_Problem_
Only the number is wanted: state how many lines of the data below contain the word "card".

_Stored data_
====================
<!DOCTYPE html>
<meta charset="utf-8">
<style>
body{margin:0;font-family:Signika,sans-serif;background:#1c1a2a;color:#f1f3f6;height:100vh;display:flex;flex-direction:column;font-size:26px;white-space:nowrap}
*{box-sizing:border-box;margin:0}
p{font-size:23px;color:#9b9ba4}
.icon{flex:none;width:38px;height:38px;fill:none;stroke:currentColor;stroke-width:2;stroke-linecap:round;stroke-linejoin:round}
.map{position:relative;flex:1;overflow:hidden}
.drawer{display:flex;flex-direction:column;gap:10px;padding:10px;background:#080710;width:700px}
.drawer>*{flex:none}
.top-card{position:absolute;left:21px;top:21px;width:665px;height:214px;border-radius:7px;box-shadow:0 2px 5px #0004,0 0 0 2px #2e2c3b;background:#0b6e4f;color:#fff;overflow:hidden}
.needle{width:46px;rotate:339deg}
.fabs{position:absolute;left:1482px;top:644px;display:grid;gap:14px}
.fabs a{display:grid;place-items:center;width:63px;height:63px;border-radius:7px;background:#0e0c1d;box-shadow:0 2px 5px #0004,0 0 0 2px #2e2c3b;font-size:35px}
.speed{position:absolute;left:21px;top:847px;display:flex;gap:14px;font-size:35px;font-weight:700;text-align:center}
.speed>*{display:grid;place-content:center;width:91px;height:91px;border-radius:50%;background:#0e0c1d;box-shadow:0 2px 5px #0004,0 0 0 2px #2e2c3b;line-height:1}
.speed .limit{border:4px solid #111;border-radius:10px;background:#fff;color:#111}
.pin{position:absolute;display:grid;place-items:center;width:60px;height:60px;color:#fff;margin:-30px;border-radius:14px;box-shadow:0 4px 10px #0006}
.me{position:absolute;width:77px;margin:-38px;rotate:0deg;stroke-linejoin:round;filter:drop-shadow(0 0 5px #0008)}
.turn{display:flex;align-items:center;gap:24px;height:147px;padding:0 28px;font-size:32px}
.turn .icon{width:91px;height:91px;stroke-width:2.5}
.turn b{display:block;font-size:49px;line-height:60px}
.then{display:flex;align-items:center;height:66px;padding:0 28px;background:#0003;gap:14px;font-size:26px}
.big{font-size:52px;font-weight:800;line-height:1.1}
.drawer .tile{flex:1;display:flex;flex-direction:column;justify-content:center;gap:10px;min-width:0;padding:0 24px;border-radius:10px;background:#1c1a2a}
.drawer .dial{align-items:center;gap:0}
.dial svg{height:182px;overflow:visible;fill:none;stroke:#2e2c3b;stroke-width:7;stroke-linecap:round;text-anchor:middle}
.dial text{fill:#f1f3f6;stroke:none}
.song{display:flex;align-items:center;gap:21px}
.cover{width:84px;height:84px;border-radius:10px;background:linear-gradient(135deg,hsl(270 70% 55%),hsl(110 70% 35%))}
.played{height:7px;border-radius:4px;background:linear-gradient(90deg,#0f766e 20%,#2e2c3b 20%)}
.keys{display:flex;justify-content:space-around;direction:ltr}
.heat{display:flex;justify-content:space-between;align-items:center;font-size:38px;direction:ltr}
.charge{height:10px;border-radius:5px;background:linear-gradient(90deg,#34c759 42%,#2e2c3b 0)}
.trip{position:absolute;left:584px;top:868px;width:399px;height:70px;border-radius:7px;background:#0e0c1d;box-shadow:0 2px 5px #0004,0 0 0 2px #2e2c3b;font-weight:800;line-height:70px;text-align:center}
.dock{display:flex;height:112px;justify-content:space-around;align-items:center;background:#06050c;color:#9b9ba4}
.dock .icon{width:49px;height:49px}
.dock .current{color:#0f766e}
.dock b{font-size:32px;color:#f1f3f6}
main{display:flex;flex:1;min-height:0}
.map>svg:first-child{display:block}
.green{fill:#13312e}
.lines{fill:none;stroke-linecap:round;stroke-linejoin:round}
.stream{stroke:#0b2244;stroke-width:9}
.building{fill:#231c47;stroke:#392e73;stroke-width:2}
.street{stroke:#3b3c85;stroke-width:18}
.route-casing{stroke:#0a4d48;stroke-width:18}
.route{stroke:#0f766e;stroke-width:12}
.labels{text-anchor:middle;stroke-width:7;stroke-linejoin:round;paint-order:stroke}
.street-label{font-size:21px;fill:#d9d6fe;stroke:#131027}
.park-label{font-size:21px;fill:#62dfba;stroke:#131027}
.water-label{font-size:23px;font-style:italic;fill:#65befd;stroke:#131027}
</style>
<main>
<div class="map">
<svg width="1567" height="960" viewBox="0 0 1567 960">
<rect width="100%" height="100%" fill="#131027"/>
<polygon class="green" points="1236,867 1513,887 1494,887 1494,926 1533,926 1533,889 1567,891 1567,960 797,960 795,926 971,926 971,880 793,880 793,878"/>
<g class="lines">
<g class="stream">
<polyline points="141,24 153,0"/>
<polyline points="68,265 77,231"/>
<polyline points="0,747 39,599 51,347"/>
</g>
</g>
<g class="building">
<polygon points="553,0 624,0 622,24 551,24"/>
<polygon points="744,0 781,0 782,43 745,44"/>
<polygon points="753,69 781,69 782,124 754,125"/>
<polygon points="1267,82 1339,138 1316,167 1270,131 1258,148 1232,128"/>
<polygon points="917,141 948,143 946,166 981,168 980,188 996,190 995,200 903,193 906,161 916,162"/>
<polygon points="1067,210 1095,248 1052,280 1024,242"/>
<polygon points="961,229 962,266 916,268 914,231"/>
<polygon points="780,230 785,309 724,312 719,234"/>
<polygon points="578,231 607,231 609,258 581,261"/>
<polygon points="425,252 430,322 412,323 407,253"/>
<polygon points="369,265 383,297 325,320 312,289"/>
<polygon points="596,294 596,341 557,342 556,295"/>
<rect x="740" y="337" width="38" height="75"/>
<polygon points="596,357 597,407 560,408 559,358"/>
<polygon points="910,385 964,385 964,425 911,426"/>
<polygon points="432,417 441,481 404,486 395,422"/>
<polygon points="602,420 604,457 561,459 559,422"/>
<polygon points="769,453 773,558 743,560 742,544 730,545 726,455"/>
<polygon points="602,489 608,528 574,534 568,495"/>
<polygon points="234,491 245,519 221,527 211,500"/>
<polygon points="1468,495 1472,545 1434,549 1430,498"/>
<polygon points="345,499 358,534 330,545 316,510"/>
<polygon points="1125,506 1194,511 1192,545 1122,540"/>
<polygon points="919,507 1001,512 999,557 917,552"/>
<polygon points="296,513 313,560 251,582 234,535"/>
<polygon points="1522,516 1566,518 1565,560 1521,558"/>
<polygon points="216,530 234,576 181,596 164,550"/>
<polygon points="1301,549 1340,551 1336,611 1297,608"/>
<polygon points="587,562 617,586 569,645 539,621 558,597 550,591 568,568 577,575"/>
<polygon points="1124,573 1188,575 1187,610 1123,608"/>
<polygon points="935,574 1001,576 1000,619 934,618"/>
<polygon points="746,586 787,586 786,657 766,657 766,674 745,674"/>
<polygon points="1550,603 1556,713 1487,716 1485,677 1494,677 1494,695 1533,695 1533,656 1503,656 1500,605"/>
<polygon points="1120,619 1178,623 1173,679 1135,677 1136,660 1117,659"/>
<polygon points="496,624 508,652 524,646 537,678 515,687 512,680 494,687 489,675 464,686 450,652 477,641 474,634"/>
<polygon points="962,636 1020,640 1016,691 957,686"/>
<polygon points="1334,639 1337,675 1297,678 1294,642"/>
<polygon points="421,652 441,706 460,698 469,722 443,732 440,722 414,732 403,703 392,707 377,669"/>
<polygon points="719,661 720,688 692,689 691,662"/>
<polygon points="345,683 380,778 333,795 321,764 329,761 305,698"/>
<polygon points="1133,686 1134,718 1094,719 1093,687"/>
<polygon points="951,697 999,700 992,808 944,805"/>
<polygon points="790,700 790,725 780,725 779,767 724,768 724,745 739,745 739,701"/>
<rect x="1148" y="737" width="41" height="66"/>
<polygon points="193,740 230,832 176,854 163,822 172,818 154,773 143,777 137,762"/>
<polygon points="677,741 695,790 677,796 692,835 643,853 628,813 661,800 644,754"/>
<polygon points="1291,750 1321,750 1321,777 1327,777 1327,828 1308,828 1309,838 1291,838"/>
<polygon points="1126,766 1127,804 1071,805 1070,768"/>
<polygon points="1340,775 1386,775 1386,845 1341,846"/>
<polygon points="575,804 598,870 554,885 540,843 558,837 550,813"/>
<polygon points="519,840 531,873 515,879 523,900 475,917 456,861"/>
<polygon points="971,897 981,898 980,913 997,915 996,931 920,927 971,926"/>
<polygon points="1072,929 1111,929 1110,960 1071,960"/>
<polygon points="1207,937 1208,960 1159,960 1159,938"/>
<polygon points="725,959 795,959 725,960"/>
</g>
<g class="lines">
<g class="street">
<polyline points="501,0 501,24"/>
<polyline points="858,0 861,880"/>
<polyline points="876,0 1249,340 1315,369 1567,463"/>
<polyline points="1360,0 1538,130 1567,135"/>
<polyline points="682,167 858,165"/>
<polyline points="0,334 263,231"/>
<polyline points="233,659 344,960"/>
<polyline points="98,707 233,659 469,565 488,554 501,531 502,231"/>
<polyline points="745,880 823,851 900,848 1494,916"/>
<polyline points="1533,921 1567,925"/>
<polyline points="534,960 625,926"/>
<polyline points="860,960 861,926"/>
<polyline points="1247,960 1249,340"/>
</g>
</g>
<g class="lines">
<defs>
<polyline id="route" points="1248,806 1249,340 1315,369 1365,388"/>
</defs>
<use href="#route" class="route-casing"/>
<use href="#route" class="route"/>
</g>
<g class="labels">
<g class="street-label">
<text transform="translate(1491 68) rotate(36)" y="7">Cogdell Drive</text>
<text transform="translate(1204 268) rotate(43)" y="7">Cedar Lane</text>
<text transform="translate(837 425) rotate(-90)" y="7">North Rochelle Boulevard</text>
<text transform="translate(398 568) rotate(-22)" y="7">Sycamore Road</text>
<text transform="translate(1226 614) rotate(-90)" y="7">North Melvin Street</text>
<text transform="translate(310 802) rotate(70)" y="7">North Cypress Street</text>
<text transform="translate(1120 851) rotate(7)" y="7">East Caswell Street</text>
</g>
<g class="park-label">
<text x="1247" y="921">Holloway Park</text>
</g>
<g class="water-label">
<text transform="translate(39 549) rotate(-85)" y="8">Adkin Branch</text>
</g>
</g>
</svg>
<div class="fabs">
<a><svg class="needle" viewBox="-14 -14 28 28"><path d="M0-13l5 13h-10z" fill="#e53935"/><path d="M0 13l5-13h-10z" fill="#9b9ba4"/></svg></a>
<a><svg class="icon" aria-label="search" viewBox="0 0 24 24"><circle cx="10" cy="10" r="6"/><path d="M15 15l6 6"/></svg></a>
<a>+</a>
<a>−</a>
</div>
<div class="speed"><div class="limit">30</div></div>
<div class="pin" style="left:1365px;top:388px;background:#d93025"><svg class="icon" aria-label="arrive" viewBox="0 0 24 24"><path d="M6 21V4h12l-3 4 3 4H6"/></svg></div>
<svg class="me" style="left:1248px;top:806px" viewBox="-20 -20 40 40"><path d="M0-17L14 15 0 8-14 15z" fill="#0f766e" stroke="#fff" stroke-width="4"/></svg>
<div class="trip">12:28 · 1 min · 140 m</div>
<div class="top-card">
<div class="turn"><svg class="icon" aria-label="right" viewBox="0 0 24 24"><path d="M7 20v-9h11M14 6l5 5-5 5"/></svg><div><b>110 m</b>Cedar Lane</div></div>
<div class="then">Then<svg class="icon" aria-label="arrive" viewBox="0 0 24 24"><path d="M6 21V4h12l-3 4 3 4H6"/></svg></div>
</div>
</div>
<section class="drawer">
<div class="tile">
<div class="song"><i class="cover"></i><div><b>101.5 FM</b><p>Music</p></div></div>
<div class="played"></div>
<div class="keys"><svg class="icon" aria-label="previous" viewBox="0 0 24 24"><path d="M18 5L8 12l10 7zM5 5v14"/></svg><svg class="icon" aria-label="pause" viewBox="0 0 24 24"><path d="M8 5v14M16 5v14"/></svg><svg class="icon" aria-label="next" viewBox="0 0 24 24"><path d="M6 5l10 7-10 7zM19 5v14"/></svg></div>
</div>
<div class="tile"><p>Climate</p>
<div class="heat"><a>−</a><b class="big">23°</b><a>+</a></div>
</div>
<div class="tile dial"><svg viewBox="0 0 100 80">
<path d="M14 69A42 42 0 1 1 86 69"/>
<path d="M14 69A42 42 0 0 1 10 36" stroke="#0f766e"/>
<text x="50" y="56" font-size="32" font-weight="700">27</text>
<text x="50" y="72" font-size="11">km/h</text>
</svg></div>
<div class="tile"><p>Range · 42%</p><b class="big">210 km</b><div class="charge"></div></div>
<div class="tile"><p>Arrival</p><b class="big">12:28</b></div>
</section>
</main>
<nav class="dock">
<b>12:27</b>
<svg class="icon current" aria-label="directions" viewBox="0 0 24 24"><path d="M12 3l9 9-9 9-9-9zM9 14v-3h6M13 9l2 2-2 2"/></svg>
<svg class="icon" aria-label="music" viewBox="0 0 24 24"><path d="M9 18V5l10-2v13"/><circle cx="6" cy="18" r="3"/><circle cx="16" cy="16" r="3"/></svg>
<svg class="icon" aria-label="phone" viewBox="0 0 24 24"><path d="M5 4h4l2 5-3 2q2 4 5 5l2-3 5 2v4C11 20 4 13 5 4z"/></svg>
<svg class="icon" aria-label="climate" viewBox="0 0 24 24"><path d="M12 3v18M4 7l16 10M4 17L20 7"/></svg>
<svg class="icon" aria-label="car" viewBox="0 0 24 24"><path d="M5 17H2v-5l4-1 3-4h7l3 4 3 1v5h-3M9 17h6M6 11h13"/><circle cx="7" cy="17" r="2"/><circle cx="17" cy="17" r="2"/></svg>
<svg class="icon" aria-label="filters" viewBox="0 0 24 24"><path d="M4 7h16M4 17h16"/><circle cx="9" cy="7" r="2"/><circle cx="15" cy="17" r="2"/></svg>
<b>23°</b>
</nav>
====================
_Response to this task_
2